Entries provided:
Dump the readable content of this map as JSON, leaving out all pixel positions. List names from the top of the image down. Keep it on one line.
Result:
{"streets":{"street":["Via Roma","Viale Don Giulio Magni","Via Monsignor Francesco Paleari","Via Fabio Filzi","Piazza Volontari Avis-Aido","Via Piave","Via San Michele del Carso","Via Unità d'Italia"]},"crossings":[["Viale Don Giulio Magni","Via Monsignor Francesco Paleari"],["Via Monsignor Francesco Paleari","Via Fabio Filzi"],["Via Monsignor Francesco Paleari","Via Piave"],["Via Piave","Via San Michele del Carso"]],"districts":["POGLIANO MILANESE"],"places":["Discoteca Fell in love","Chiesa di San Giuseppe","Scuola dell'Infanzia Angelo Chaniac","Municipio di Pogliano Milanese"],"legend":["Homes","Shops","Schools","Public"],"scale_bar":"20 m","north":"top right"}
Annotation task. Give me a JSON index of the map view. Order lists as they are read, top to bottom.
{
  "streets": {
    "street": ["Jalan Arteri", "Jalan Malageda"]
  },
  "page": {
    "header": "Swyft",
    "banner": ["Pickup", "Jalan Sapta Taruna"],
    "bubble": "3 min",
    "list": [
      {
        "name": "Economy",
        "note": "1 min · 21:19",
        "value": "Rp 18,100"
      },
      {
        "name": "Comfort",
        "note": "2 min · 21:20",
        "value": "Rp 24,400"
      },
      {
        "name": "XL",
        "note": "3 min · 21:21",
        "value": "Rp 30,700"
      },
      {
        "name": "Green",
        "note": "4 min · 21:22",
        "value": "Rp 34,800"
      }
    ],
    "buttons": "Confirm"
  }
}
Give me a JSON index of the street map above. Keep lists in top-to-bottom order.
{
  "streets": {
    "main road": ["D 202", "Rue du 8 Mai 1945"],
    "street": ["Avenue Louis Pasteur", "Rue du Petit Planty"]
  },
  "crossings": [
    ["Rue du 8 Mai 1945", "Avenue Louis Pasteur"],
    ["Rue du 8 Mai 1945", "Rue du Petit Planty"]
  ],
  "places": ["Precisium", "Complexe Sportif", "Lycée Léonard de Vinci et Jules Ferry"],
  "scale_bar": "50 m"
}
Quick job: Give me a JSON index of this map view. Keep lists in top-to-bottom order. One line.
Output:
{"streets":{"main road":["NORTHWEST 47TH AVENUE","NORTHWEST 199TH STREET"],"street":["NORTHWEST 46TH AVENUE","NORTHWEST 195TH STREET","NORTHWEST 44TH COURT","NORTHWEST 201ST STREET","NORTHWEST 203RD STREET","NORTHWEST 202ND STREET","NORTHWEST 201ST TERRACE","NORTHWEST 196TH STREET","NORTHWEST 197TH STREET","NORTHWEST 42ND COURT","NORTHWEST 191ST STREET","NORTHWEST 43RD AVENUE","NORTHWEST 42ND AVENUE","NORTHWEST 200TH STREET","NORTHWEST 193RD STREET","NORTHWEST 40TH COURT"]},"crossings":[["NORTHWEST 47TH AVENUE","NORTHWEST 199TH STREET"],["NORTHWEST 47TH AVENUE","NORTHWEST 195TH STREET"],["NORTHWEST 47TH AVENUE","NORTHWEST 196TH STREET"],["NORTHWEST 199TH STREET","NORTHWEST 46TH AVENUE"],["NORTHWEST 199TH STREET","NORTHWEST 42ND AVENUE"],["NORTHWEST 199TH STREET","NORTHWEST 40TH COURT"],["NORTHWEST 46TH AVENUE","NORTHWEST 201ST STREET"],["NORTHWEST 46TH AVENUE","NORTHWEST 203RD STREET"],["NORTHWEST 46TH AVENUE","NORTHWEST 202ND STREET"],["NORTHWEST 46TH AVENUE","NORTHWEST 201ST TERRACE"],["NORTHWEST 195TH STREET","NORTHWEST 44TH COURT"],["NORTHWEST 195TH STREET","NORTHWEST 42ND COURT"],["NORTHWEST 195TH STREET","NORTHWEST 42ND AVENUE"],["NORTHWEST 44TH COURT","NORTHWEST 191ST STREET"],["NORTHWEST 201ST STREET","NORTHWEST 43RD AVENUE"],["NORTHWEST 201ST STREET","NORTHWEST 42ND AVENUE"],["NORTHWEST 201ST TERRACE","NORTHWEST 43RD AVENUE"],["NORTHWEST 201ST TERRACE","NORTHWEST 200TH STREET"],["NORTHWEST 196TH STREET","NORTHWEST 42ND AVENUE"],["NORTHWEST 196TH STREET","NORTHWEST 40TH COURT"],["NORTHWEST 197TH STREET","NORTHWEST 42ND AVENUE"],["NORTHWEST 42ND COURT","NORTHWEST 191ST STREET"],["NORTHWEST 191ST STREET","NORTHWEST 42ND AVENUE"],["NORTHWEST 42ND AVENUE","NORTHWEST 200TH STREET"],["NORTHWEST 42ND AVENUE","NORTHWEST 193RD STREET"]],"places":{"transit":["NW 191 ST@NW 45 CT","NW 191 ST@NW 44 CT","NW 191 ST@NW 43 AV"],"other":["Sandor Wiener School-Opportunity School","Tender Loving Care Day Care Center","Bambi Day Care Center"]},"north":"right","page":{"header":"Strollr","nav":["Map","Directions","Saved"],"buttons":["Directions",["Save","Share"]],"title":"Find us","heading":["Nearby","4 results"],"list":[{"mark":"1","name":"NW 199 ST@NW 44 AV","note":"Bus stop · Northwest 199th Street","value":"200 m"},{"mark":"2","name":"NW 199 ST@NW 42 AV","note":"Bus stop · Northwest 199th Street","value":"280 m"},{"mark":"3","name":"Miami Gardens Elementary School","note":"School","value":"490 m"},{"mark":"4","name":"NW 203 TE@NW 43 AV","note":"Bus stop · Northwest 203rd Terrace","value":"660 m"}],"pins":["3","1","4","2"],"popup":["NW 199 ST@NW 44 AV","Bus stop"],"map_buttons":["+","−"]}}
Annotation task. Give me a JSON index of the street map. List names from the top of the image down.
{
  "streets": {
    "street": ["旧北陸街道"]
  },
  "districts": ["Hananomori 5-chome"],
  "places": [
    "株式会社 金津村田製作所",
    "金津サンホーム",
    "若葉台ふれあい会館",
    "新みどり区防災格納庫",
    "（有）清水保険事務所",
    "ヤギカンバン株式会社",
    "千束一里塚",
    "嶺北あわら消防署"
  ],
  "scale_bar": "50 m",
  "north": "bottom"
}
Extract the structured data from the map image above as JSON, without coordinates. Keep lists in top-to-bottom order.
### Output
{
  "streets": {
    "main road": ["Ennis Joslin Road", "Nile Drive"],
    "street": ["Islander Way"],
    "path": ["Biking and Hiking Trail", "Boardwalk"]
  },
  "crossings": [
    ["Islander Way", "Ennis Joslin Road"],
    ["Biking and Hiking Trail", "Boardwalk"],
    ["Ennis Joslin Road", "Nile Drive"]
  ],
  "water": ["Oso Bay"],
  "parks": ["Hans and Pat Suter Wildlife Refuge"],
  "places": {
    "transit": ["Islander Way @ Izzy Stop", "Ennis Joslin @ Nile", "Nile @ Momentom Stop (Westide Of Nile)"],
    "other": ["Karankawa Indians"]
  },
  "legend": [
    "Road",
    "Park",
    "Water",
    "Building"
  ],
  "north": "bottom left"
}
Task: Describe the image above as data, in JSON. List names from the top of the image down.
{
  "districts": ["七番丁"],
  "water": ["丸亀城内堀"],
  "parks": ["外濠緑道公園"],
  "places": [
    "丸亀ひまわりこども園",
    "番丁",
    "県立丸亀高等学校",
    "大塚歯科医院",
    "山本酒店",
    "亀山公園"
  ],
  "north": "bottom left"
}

What needs to be done:
Locate the string "Ennis" in the listing above and copy every line where it occurs.

Solution to the exercise:
    "main road": ["Ennis Joslin Road", "Nile Drive"],
    ["Islander Way", "Ennis Joslin Road"],
    ["Ennis Joslin Road", "Nile Drive"]
    "transit": ["Islander Way @ Izzy Stop", "Ennis Joslin @ Nile", "Nile @ Momentom Stop (Westide Of Nile)"],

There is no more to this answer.